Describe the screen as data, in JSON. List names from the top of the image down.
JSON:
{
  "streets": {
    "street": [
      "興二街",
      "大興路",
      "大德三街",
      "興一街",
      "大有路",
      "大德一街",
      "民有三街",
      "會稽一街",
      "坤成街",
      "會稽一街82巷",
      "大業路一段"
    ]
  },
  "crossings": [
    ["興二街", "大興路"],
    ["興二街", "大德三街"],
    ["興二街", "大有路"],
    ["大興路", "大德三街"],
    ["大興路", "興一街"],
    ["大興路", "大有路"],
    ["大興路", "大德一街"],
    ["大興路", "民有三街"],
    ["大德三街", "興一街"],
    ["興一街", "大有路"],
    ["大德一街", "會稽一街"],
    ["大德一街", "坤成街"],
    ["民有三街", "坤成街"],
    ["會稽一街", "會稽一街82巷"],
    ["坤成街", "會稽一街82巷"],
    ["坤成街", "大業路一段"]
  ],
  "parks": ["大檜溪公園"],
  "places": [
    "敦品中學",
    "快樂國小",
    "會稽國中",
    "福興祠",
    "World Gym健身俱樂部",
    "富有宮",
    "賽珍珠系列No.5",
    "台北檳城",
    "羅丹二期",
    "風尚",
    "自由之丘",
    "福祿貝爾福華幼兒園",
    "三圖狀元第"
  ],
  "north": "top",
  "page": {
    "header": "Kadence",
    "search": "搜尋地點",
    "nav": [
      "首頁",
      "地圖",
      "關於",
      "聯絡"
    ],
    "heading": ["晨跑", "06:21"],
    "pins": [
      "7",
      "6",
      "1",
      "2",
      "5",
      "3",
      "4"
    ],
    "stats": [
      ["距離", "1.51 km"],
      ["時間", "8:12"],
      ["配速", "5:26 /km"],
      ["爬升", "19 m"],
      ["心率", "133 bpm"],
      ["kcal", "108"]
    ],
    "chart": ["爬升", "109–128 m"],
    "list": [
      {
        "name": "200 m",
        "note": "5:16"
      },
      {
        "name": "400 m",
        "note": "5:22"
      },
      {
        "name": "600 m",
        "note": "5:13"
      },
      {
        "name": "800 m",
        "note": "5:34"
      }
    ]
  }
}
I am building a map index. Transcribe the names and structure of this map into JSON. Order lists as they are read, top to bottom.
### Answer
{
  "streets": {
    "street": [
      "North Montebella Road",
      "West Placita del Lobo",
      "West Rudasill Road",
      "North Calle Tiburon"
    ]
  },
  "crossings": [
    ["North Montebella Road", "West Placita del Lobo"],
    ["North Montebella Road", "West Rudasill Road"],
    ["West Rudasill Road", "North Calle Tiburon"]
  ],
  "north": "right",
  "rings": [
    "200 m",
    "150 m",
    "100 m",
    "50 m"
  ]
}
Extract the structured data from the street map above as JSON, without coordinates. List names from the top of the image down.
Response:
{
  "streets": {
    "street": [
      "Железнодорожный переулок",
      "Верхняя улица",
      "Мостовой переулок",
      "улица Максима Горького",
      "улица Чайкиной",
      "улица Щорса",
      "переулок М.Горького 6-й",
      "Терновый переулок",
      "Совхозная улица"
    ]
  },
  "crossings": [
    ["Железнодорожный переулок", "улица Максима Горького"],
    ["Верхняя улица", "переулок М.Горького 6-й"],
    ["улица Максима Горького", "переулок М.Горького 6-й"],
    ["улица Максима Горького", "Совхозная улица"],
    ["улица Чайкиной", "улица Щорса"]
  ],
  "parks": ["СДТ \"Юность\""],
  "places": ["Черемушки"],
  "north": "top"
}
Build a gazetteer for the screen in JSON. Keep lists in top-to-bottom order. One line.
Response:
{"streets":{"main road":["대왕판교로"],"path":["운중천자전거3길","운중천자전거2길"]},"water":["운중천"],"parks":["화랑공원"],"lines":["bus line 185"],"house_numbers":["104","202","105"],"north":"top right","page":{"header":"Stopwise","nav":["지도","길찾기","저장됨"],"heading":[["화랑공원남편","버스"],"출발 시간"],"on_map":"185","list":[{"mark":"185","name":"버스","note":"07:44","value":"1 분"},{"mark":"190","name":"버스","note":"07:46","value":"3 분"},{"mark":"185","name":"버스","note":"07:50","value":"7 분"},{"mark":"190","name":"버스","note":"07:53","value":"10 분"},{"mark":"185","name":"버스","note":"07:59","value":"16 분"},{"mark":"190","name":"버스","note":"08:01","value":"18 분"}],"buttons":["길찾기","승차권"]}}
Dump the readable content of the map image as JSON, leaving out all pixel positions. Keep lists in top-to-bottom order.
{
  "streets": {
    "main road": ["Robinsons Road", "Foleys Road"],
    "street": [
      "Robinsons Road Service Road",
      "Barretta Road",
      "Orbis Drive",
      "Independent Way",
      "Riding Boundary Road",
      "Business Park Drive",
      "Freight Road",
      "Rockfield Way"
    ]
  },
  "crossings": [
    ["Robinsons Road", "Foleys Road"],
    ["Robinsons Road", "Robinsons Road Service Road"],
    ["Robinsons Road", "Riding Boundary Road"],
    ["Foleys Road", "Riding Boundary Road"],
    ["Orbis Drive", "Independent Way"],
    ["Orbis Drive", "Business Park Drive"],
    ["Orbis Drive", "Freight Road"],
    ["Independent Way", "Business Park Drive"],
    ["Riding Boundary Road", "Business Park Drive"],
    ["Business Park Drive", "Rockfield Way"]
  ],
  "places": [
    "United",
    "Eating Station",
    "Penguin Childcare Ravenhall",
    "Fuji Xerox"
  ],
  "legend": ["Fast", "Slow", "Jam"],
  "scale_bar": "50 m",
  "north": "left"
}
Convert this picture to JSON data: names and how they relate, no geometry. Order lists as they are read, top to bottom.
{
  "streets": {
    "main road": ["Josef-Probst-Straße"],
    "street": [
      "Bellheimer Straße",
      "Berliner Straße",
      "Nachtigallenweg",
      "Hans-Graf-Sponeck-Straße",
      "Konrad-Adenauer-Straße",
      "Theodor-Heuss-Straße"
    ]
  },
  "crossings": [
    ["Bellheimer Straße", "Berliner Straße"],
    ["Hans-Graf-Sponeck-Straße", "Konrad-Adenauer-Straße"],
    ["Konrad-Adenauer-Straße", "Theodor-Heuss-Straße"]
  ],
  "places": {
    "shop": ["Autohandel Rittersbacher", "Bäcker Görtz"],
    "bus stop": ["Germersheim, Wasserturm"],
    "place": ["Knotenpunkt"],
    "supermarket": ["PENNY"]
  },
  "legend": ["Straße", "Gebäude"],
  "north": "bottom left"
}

EXERCISE GOAL.
Reproduce all of the material above without alteration.

RESULT.
Describe the screen as data, in JSON. List names from the top of the image down.
JSON:
{
  "streets": {
    "street": [
      "興二街",
      "大興路",
      "大德三街",
      "興一街",
      "大有路",
      "大德一街",
      "民有三街",
      "會稽一街",
      "坤成街",
      "會稽一街82巷",
      "大業路一段"
    ]
  },
  "crossings": [
    ["興二街", "大興路"],
    ["興二街", "大德三街"],
    ["興二街", "大有路"],
    ["大興路", "大德三街"],
    ["大興路", "興一街"],
    ["大興路", "大有路"],
    ["大興路", "大德一街"],
    ["大興路", "民有三街"],
    ["大德三街", "興一街"],
    ["興一街", "大有路"],
    ["大德一街", "會稽一街"],
    ["大德一街", "坤成街"],
    ["民有三街", "坤成街"],
    ["會稽一街", "會稽一街82巷"],
    ["坤成街", "會稽一街82巷"],
    ["坤成街", "大業路一段"]
  ],
  "parks": ["大檜溪公園"],
  "places": [
    "敦品中學",
    "快樂國小",
    "會稽國中",
    "福興祠",
    "World Gym健身俱樂部",
    "富有宮",
    "賽珍珠系列No.5",
    "台北檳城",
    "羅丹二期",
    "風尚",
    "自由之丘",
    "福祿貝爾福華幼兒園",
    "三圖狀元第"
  ],
  "north": "top",
  "page": {
    "header": "Kadence",
    "search": "搜尋地點",
    "nav": [
      "首頁",
      "地圖",
      "關於",
      "聯絡"
    ],
    "heading": ["晨跑", "06:21"],
    "pins": [
      "7",
      "6",
      "1",
      "2",
      "5",
      "3",
      "4"
    ],
    "stats": [
      ["距離", "1.51 km"],
      ["時間", "8:12"],
      ["配速", "5:26 /km"],
      ["爬升", "19 m"],
      ["心率", "133 bpm"],
      ["kcal", "108"]
    ],
    "chart": ["爬升", "109–128 m"],
    "list": [
      {
        "name": "200 m",
        "note": "5:16"
      },
      {
        "name": "400 m",
        "note": "5:22"
      },
      {
        "name": "600 m",
        "note": "5:13"
      },
      {
        "name": "800 m",
        "note": "5:34"
      }
    ]
  }
}
I am building a map index. Transcribe the names and structure of this map into JSON. Order lists as they are read, top to bottom.
### Answer
{
  "streets": {
    "street": [
      "North Montebella Road",
      "West Placita del Lobo",
      "West Rudasill Road",
      "North Calle Tiburon"
    ]
  },
  "crossings": [
    ["North Montebella Road", "West Placita del Lobo"],
    ["North Montebella Road", "West Rudasill Road"],
    ["West Rudasill Road", "North Calle Tiburon"]
  ],
  "north": "right",
  "rings": [
    "200 m",
    "150 m",
    "100 m",
    "50 m"
  ]
}
Extract the structured data from the street map above as JSON, without coordinates. List names from the top of the image down.
Response:
{
  "streets": {
    "street": [
      "Железнодорожный переулок",
      "Верхняя улица",
      "Мостовой переулок",
      "улица Максима Горького",
      "улица Чайкиной",
      "улица Щорса",
      "переулок М.Горького 6-й",
      "Терновый переулок",
      "Совхозная улица"
    ]
  },
  "crossings": [
    ["Железнодорожный переулок", "улица Максима Горького"],
    ["Верхняя улица", "переулок М.Горького 6-й"],
    ["улица Максима Горького", "переулок М.Горького 6-й"],
    ["улица Максима Горького", "Совхозная улица"],
    ["улица Чайкиной", "улица Щорса"]
  ],
  "parks": ["СДТ \"Юность\""],
  "places": ["Черемушки"],
  "north": "top"
}
Build a gazetteer for the screen in JSON. Keep lists in top-to-bottom order. One line.
Response:
{"streets":{"main road":["대왕판교로"],"path":["운중천자전거3길","운중천자전거2길"]},"water":["운중천"],"parks":["화랑공원"],"lines":["bus line 185"],"house_numbers":["104","202","105"],"north":"top right","page":{"header":"Stopwise","nav":["지도","길찾기","저장됨"],"heading":[["화랑공원남편","버스"],"출발 시간"],"on_map":"185","list":[{"mark":"185","name":"버스","note":"07:44","value":"1 분"},{"mark":"190","name":"버스","note":"07:46","value":"3 분"},{"mark":"185","name":"버스","note":"07:50","value":"7 분"},{"mark":"190","name":"버스","note":"07:53","value":"10 분"},{"mark":"185","name":"버스","note":"07:59","value":"16 분"},{"mark":"190","name":"버스","note":"08:01","value":"18 분"}],"buttons":["길찾기","승차권"]}}
Dump the readable content of the map image as JSON, leaving out all pixel positions. Keep lists in top-to-bottom order.
{
  "streets": {
    "main road": ["Robinsons Road", "Foleys Road"],
    "street": [
      "Robinsons Road Service Road",
      "Barretta Road",
      "Orbis Drive",
      "Independent Way",
      "Riding Boundary Road",
      "Business Park Drive",
      "Freight Road",
      "Rockfield Way"
    ]
  },
  "crossings": [
    ["Robinsons Road", "Foleys Road"],
    ["Robinsons Road", "Robinsons Road Service Road"],
    ["Robinsons Road", "Riding Boundary Road"],
    ["Foleys Road", "Riding Boundary Road"],
    ["Orbis Drive", "Independent Way"],
    ["Orbis Drive", "Business Park Drive"],
    ["Orbis Drive", "Freight Road"],
    ["Independent Way", "Business Park Drive"],
    ["Riding Boundary Road", "Business Park Drive"],
    ["Business Park Drive", "Rockfield Way"]
  ],
  "places": [
    "United",
    "Eating Station",
    "Penguin Childcare Ravenhall",
    "Fuji Xerox"
  ],
  "legend": ["Fast", "Slow", "Jam"],
  "scale_bar": "50 m",
  "north": "left"
}
Convert this picture to JSON data: names and how they relate, no geometry. Order lists as they are read, top to bottom.
{
  "streets": {
    "main road": ["Josef-Probst-Straße"],
    "street": [
      "Bellheimer Straße",
      "Berliner Straße",
      "Nachtigallenweg",
      "Hans-Graf-Sponeck-Straße",
      "Konrad-Adenauer-Straße",
      "Theodor-Heuss-Straße"
    ]
  },
  "crossings": [
    ["Bellheimer Straße", "Berliner Straße"],
    ["Hans-Graf-Sponeck-Straße", "Konrad-Adenauer-Straße"],
    ["Konrad-Adenauer-Straße", "Theodor-Heuss-Straße"]
  ],
  "places": {
    "shop": ["Autohandel Rittersbacher", "Bäcker Görtz"],
    "bus stop": ["Germersheim, Wasserturm"],
    "place": ["Knotenpunkt"],
    "supermarket": ["PENNY"]
  },
  "legend": ["Straße", "Gebäude"],
  "north": "bottom left"
}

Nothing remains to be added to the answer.